A model can be tested using the following types of tests:

  1. Perturbation tests
  2. Invariance tests
  3. Directional expectation tests
  4. Model calibration
  5. Confidence measurement
  6. Slice-based evaluation

Perturbation tests

Adjust the input features slightly and ensure that the model’s prediction remains unchanged.

One way of measuring or logging this is the number of predictions that changed with an amount of perturbation.

Important

Related to this idea, and perhaps more important is ensuring that the training and inference datasets are i.i.d.

Todo

What techniques/libraries are there for different data modalities?

Invariance tests

Identify invariances that the model is expected to have, given the problem domain. Ensure the model gives the same output.

If possible, it’s better to remove features that shouldn’t affect the model’s prediction in the first place.
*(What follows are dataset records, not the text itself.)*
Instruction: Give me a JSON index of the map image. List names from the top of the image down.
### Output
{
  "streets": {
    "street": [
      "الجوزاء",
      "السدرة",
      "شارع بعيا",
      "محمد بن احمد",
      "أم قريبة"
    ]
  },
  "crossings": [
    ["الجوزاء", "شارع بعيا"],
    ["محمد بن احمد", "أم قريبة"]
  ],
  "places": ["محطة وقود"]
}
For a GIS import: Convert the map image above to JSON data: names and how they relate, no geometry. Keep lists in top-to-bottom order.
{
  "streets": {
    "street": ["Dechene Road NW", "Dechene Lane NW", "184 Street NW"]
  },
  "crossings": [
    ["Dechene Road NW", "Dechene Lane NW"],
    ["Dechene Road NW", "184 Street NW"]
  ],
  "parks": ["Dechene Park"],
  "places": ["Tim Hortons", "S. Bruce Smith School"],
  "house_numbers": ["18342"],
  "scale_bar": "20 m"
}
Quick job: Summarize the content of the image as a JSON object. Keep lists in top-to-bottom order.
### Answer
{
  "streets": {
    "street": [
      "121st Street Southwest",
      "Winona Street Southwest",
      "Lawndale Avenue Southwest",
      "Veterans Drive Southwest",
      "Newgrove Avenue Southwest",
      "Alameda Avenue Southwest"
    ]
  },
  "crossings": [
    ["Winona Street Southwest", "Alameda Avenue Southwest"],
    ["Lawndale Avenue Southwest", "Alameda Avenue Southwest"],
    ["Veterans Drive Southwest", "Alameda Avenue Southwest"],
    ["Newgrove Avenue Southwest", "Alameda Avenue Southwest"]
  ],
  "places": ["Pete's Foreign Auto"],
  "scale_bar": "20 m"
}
This point can apply to both PII fields, or uninformative features, lest they inform the model in any way.

Directional expectation tests

Certain fields when changed, should led to a logical change in the model’s prediction.

For example, increasing the square footage of a house in a house prediction model should yield a higher house price.

Model Calibration

This is relevant if your use cases cares about the predictions of the model aligning with the some business interpretation.

For example, if a Netflix user likes watching action and romantic shows 80% and 20% of the time respectively, the model should prediction of action for that user should be 80%, and not 100% of the time.

Confidence measurement

This occurs on a per-sample level, and is very related to Model Calibration.

Does your ML use case have special handling for unconfident predictions?

Slice-based evaluation

Why evaluate performance on population slices?

  1. Global population metrics can be misleading.1
  2. Model performance may be more important for certain sub-populations
  3. It helps to identify (non-ML) issues unique to certain sub-populations

How to form sub-populations?

  1. Use heuristics
  2. Observations from performing error analysis
  3. Data-driven solutions2

Footnotes

  1. Look up the Simpson’s Paradox ↩

  2. Check out Slice Finder ↩